CDAP - PE.2019.0247 - 2020-07-27 - A.________/Service de la population (SPOP)
27 juillet 2020Français24 min
dont il résulte qu'il a été engagé pour une durée indéterminée en tant que serveur
Source vd.ch
TRIBUNAL CANTONAL
COUR DE DROIT ADMINISTRATIF ET PUBLIC
Arrêt du 27 juillet 2020
Composition
M. Laurent Merz, président; Mme
Marie-Pierre Bernel et M. Alex Dépraz, juges; M. Vincent Bichsel, greffier.
Recourant
A.________ à
********
Autorité intimée
Service de la population du canton
de Vaud, à Lausanne
Objet
Révocation
Recours A.________ c/ décision du Service de la population
du 13 juin 2019 révoquant son autorisation de séjour UE/AELE et prononçant
son renvoi de Suisse
Faits
Vu les faits suivants:
A.
A.________ (le recourant), ressortissant français né en 1990, est arrivé
en Suisse le 1er juin 2016 en vue de la prise d'une activité
salariée. Figure au dossier un contrat de travail avec effet dès ce même jour
dont il résulte qu'il a été engagé pour une durée indéterminée en tant que serveur
à plein temps auprès d'un restaurant; il a de ce chef été mis au bénéfice d'une
autorisation de séjour (permis B) UE/AELE valable jusqu'au 31 mai 2021.
B.
a) Par courrier adressé le 7 janvier 2019 à A.________, le Service de la
population (SPOP) a relevé que, selon les informations en sa possession, il
n'exerçait plus d'activité lucrative et bénéficiait de prestations de l'assistance
publique (revenu d'insertion, RI) depuis le mois d'octobre 2018. Ce service a
dès lors informé l'intéressé qu'il avait l'intention de révoquer son
autorisation de séjour UE/AELE "à l'échéance du délai qui [lui
était] applicable" - savoir six mois après la cessation de son
activité respectivement, le cas échéant, six mois après le terme du versement
d'indemnités de chômage en sa faveur.
Invité à produire différentes pièces et à se
déterminer, le recourant a indiqué par courrier du 4 février 2019 qu'il avait
déposé une demande de prestations de l'assurance-invalidité (AI) "en
2016", qu'il avait depuis lors bénéficié d'un "certain nombre
de mesures mises en place par l'AI", que sa santé s'était
malheureusement péjorée "fin 2018" et qu'il n'avait dès lors
pas pu continuer la "mise en place d'une autre formation".

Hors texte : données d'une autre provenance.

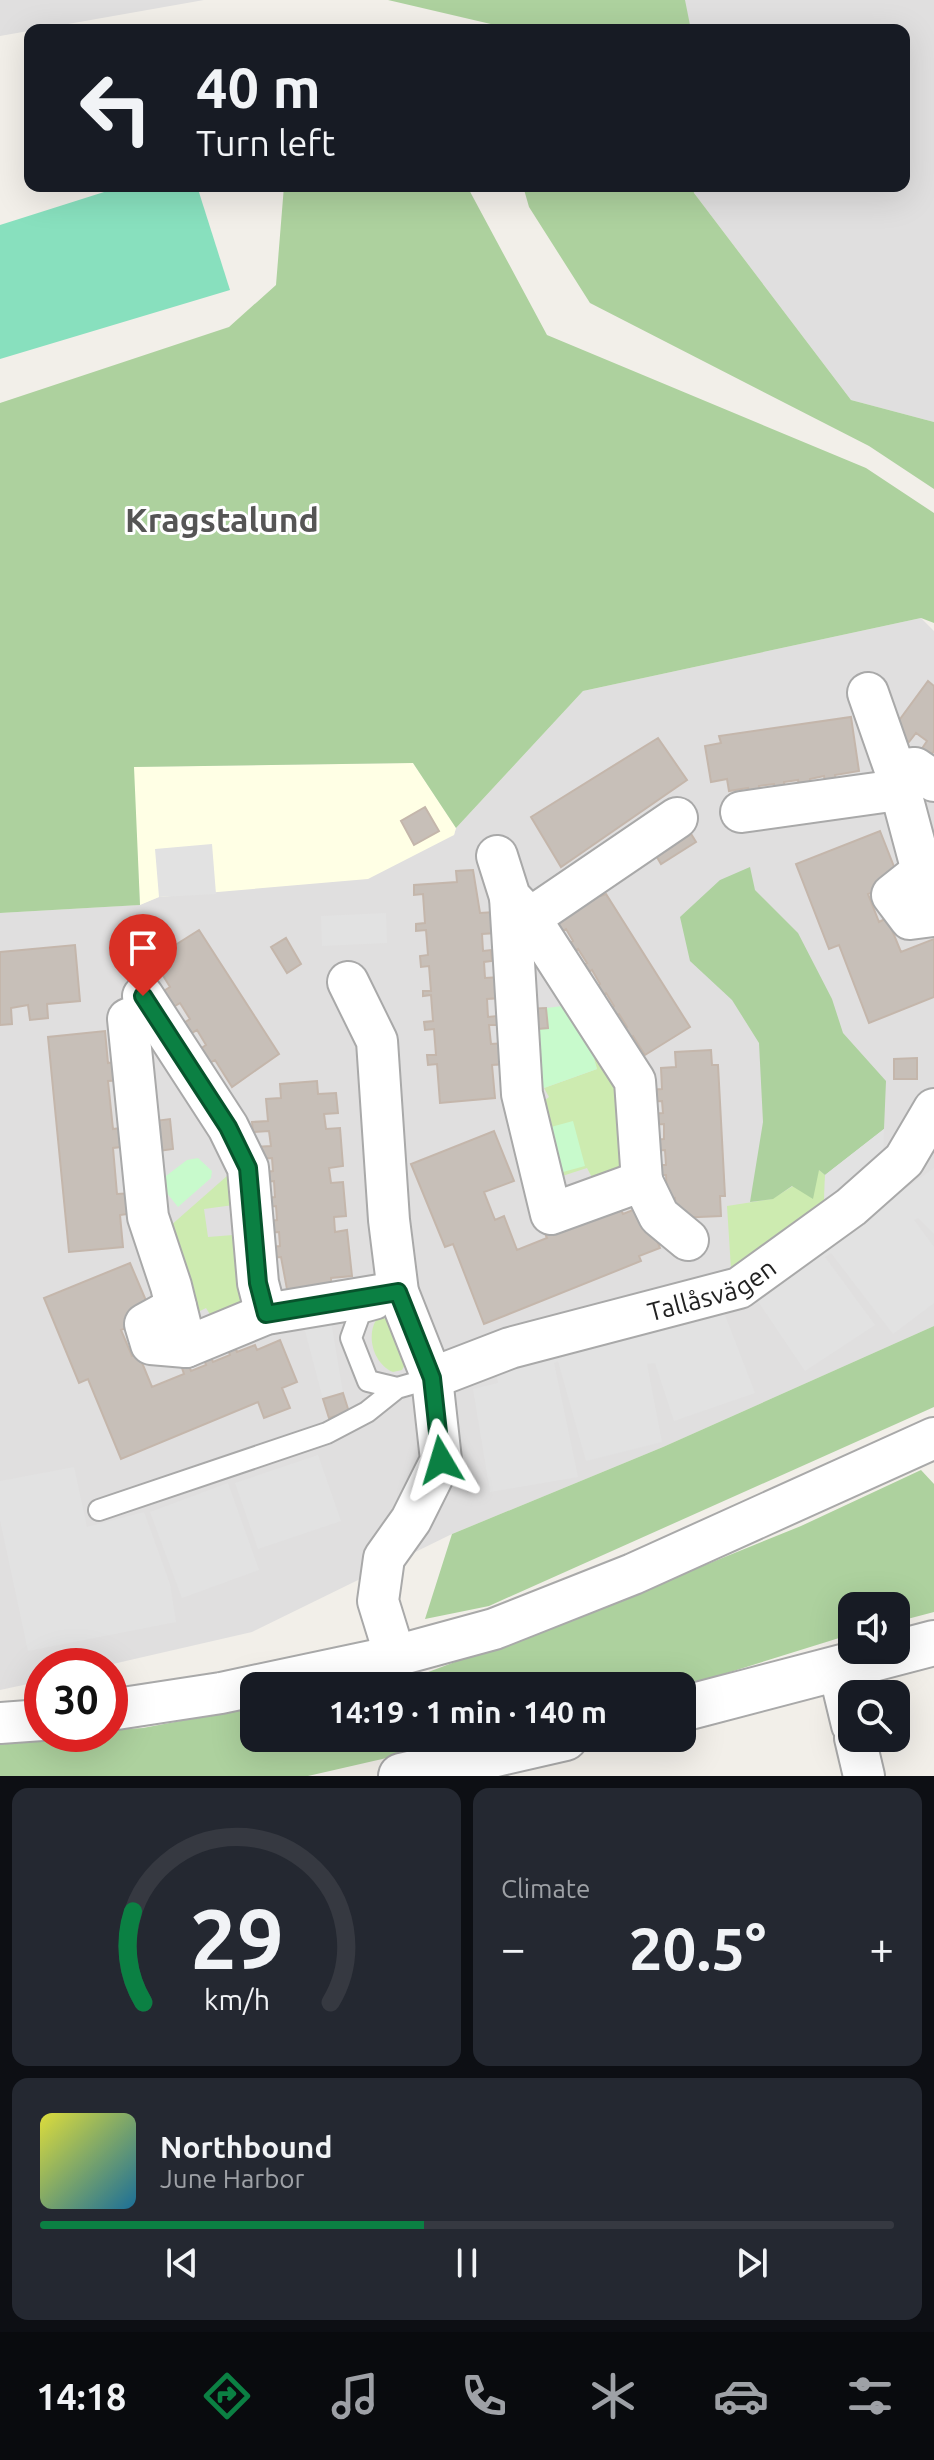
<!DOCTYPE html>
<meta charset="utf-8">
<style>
:root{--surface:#171b24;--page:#242831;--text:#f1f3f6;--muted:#9ea1a6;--line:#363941;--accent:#0b8043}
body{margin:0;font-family:Ubuntu,sans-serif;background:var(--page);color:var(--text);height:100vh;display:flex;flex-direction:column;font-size:30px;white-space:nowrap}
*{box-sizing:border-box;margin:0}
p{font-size:26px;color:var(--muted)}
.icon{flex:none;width:44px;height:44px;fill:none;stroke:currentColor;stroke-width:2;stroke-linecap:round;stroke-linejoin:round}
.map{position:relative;height:1776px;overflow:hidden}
.side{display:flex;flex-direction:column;gap:12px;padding:12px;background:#0d0f14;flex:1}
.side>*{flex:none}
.hud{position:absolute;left:24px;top:24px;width:886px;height:168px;border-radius:16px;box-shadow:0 8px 32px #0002;background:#171b24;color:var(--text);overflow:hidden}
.controls{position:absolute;left:838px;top:1592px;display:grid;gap:16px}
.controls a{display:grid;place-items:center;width:72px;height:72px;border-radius:16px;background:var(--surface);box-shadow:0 8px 32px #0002;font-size:40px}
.speed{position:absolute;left:24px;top:1648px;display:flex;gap:16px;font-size:40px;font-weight:700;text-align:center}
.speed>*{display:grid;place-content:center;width:104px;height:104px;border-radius:50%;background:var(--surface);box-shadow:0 8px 32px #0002;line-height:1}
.speed .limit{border:12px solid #d22;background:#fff;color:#111}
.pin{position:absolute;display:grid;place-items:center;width:68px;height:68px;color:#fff;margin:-82px -34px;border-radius:50% 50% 50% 0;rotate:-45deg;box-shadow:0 0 8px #0007}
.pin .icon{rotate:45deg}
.me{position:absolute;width:88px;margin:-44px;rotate:353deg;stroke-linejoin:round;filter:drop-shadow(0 0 6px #0008)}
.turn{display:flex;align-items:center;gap:28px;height:168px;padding:0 40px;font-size:36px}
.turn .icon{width:104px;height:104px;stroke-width:2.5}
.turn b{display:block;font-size:56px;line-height:68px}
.big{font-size:60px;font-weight:700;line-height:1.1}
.side .card{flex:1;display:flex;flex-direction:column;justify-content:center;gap:12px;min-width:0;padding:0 28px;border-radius:16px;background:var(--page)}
.side .dial{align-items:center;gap:0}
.dial svg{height:208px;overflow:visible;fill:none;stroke:var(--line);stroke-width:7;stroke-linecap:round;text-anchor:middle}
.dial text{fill:var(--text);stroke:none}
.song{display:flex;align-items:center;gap:24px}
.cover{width:96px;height:96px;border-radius:12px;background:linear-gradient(135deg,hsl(60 70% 55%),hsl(200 70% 35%))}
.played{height:8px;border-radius:4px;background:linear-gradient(90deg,var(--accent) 45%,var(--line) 45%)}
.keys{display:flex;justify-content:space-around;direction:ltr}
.heat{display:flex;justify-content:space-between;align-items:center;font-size:44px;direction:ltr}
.side .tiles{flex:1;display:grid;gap:12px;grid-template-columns:1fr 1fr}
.card:last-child{grid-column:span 2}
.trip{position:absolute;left:240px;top:1672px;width:456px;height:80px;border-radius:16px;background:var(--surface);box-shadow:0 8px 32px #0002;font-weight:700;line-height:80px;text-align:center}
.tab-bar{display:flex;height:128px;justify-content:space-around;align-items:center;background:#090b0e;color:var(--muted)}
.tab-bar .icon{width:56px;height:56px}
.tab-bar .current{color:var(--accent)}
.tab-bar b{font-size:36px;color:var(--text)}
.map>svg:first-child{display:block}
</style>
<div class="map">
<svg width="934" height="1776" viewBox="0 0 934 1776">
<rect width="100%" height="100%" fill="#f2efe9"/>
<path fill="#e0dfdf" d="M0,0h204l-204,36z
M653,0h281v422l-83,-22 -157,-207 -1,-7h211v-156h-244z
M921,618l13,13v695l-271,121 -211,87 -200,98 -148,34h-62v15l-42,9v-777l139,-8 20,-8 295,-62 2,-7 127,-137z"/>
<path fill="#ffffe5" d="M413,763l43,65 -2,7 -86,44 -209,18 -19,8 -7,-138z"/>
<path fill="#cdebb0" d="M606,1054l21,35 7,87 -36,13 -11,-21 -37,12 -10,-76 9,-7 -5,-9 53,-19 -3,-10z
M819,1170l6,5 -1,33 -93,61 -4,-63 45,-7z
M239,1172l2,32 -37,5 4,28 38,-3 3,42 -9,36 -22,15 -12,-19 -18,9 -27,-83 66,-58z
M383,1318l8,2 16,41 -5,9 -9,2c-19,-8 -27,-35 -17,-52z"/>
<path fill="#add19e" d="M388,0h297l6,30h-175z
M284,186h183l80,149 319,133 68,45v110l-13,-5 -338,73 -127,137 -43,-65 -279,4 6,138 -140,8v-510l229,-76 47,-42z
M523,186h170l1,7 157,207 83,22v67l-65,-43 -279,-143 -61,-96z
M750,867l5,23 43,43 34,66 11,34 43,48 -2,48 -59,46 -6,-5 -6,29 -21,-13 -19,13 -23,3 13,-80 -4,-79 -27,-43 -42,-39 -10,-44 40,-37z
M934,1326v81l-445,199 -64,13 27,-85 211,-87z
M921,1470l13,14v128l-38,10v-16h-44v28l-170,53 -320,-1 61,-12 196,-74 182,-74z
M254,1707v31h220l-166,38h-308v-38l110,-4v-4l33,-2z"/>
<path fill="#c8facc" d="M571,1005l35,49 -12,5 3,10 -53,19 -7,-14 -10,-44 20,-2 -1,-20z
M573,1121l12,45 -22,6 -12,-45z
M198,1158l14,13 -1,7 -33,29 -20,-25 29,-22z"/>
<path fill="#88e0be" d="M123,186h74l33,104 -230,69v-134z"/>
<path fill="#e2e2e2" d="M212,844l4,50 -57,3 -4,-48z
M386,913l1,30 -65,3 -1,-30z
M884,1129l-1,33 -59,46 1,-33z
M934,1168v66l-16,-16 -4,2 20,27v56l-41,31 -62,-81 -6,4 50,68 -70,46 -50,-74z
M723,1310l32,83 -81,28 -19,-58 -8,1 15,78 -76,19 -28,-100 -4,2 24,114 -88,15 -17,-103 25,-6 -2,-10z
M330,1315l13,78 -20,6 -20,-76z
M318,1455l23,66 -83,28 -23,-66z
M74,1467l13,60 57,-15 26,72 6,38 -148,29 -28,-131v-39z
M228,1483l31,87 -77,28 -32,-86z"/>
<path fill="#c7bfb8" stroke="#c4b6ab" stroke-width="2" d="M928,681l6,5v65l-8,11 -9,-6 10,-15 -11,-8 -7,9 -17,-12z
M851,717l8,54 -24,4 3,18 -11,2 -3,-19 -14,3 2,18 -11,2 -3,-19 -14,2 3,19 -10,2 -3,-19 -15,2 3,19 -12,2 -2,-19 -19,3 -2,-12 -16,3 -6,-36 16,-3 -2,-7z
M658,738l29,42 -126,87 -30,-50z
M425,807l14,24 -25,14 -13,-24z
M685,824l11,18 -35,22 -11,-19z
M880,831l20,51 -32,12 11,28 8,-4 14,34 33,-13v58l-65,26 -30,-78 -10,4 -33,-85z
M473,870l7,43 14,-1 2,21 -14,1 1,17 8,-1 1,11 -8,1 1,16 15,-1 2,21 -15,1 1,18 9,-1 1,9h-9l2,19 14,-1 2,21 -15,1 3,33 -55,5 -3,-39 -9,1 -1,-10h9l-2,-26 -9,1 -1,-8 9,-1 -2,-26 -8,1v-5h8l-2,-25 -8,1 -1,-11 8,-1 -2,-25 -10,1v-7l9,-1 -2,-29 -9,1v-10l43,-3 -1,-11z
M594,884l7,12 5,-2 84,133 -45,28 -12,-19 -15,9 -5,-9 14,-9 -8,-13 -15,9 -4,-7 14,-10 -8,-13 -15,9 -6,-9 15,-9 -8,-14 -16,10 -5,-8 16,-9 -9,-14 -17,11 -5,-8 17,-11 -7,-12 -12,7 -12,-19z
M199,930l80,124 -47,33 -17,-27 -12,7 -9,-14 12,-8 -9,-15 -13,8 -7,-11 13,-8 -10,-16 -13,8 -10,-16 13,-8 -17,-28z
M286,938l15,26 -14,9 -16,-26z
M75,945l5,56 -33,3 1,14 -18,2 -2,-15 -17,3 1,16 -12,1v-73z
M546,1008l2,20 -21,2 -2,-21z
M105,1031l3,32 15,-2 1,19 -16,1 5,48 15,-2 2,19 -17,2 4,46 16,-1 2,20 -15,2 3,32 -54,5 -21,-215z
M711,1050l1,15h6l7,131h-5l1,20 -45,2 -1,-20 -8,1 -1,-24h-14l-1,-10h15l-1,-15 -15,1 -1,-11 15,-1v-15l-18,1v-11l17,-1 -1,-12 -15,1 -1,-12 16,-1 -1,-21 15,-1 -1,-15z
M917,1058v21h-23v-20z
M317,1081l1,13 18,-1 2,20 -14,1 2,15 14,-1 3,38 -14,2 2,15 12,-1 3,34 -12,1 1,15 12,-2 5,46 -21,2 1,18 -43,4 -8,-43 -19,2 -1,-11 19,-2 -1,-14 -18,1 -1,-11 17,-2 -1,-14 -18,2 -1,-10 18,-1 -1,-16 -17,2 -1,-10 17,-2 -1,-13 -17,1 -1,-12 17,-1 -2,-15 -16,1 -1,-10 16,-1 -2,-22 15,-1 -1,-14z
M170,1119l3,30 -22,3 -4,-30z
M494,1131l20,50 -30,11 11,28 9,-4 13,34 30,-12 -4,-9 8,-3 3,9 66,-27 3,6 20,-8 17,42 -21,8 2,5 -157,63 -31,-80 -8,3 -34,-83z
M130,1263l23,54 -32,13 11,26 6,-3 14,34 32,-13 -3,-9 6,-3 4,9 15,-6 -3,-9 6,-3 4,9 17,-7 -3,-8 7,-2 3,7 18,-7 2,5 23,-10 17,42 -15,6 8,20 -26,10 -6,-16 -137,57 -33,-80 -9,4 -35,-85z
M343,1393l6,19 -20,6 -6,-19z"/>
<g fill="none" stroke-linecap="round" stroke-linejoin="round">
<g stroke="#a9a9a9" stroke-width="24">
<path id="service" d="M378,1308l-18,5 -9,25 17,43 29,7 35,-10
M99,1510l228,-77 40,-21 30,-24"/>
</g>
<g stroke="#a9a9a9" stroke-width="44">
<g id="minor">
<path d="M868,693l27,77 39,146"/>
<path d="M895,770l20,-2 19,13"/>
<path d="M741,812l157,-22"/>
<path d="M497,856l13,41 20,21 105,163 7,100"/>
<path d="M921,872l-29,23 18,24 23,-3"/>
<path d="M510,897l12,197 29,120 91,-33 17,35 29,24"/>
<path d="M530,918l147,-100"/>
<path d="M348,982l29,59 12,179 9,72 34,86 9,82 -30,60 -27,38 -6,43 17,55"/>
<path d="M143,996l85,131 20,41 10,115 8,31"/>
<path d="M128,1019l20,198 23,69 15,61 80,-33 132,-22"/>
<path d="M176,1307l-31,17 6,20 35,3"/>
<path id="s1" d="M432,1378l78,-30 229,-60 112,-81 53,-47 30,-51"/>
<path d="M839,1671l13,54"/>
<path d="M110,1710l111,-17 174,-37 99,-27 139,-55 301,-136"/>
<path d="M0,1723l42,-3"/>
<path d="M855,1738l9,38"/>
</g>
</g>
<g stroke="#a9a9a9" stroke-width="48">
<path id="tertiary" d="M682,1709l252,-66
M401,1776l164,-38"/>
</g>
<use href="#service" stroke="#fff" stroke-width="20"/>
<use href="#minor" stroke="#fff" stroke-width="40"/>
<use href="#tertiary" stroke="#fff" stroke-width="44"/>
</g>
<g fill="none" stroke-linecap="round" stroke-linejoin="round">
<g stroke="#07532c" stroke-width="20">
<path id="route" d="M143,996l85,131 20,41 10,115 8,31 132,-22 34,86 9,82"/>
</g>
<use href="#route" stroke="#0b8043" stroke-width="14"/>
</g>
<g text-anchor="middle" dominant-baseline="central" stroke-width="6" stroke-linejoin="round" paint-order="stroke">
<g font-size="26" fill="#222" stroke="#fff">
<text stroke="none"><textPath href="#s1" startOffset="294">Tallåsvägen</textPath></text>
</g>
<g font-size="34" font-weight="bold" fill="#555" stroke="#fff">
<text x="222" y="519">Kragstalund</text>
</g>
</g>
</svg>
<div class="controls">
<a><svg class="icon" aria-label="sound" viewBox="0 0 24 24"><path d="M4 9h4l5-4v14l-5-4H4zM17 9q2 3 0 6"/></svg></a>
<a><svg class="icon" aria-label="search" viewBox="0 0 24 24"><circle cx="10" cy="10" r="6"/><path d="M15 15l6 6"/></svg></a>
</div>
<div class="speed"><div class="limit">30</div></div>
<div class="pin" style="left:143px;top:996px;background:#d93025"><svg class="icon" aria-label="arrive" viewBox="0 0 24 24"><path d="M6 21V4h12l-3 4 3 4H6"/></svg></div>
<svg class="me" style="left:441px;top:1460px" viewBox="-20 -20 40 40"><path d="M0-17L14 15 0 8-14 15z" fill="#0b8043" stroke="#fff" stroke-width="4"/></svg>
<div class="trip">14:19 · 1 min · 140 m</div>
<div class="hud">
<div class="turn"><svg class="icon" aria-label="left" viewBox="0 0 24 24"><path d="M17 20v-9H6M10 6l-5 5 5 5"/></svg><div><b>40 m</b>Turn left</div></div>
</div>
</div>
<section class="side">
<div class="tiles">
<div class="card dial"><svg viewBox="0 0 100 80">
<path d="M14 69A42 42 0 1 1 86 69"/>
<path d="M14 69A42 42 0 0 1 10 34" stroke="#0b8043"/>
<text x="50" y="56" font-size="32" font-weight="700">29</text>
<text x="50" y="72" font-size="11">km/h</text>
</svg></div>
<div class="card"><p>Climate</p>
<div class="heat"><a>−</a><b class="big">20.5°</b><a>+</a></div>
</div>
<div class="card">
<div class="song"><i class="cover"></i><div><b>Northbound</b><p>June Harbor</p></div></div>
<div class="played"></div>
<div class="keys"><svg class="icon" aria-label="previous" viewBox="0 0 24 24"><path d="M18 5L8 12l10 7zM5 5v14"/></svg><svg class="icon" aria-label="pause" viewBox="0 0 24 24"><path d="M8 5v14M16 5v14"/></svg><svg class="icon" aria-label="next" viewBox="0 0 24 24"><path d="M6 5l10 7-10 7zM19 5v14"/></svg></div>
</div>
</div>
</section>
<nav class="tab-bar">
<b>14:18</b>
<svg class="icon current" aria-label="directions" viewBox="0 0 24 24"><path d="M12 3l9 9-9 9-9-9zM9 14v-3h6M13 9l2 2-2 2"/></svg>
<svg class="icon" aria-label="music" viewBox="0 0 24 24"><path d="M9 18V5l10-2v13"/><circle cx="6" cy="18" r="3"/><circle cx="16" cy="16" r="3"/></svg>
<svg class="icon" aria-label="phone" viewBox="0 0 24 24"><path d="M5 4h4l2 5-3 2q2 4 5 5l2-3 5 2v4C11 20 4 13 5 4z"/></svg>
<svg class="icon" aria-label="climate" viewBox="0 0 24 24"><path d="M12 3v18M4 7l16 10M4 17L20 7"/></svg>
<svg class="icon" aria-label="car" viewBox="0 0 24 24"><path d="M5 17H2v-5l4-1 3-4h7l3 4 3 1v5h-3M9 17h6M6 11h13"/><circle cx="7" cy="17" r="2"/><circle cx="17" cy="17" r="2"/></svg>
<svg class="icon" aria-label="filters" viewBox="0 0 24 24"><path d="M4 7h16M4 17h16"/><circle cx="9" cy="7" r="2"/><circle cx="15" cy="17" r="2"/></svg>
</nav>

Cela étant, il avait bénéficié d'indemnités "perte de gain maladie"
jusqu'en octobre 2018, n'avait pas droit à des indemnités de chômage et était
suivi par le CHUV. Par courrier du 11 février 2019 (également signé par
l'associé gérant de la société B.________ Sàrl), le recourant a encore produit
un lot de pièces en lien notamment avec sa situation médicale et indiqué qu'il
souhaitait travailler mais était en l'état "complètement dans
l'incapacité de pouvoir prendre un travail fixe"; il a précisé qu'il
avait "fait le certificat lui permettant d'être gérant ou patron d'un
restaurant".
Par courrier du 27 février 2019, le SPOP a accusé
réception de ce dernier courrier et imparti au recourant un délai au 27 mars
2019 pour fournir différentes pièces et renseignements complémentaires. L'intéressé
n'a pas réagi dans le délai imparti.
b) Par décision du 13 juin 2019, le SPOP a révoqué
l'autorisation de séjour UE/AELE en faveur de A.________ et prononcé son renvoi
de Suisse, retenant les motifs suivants:
"A ce jour, l'intéressé a
cessé son activité en date du 5 novembre 2016, il est en incapacité de travail
et bénéficie de prestations de l'assistance publique par l'intermédiaire du
Revenu d'insertion (RI) depuis le mois d'octobre 2018.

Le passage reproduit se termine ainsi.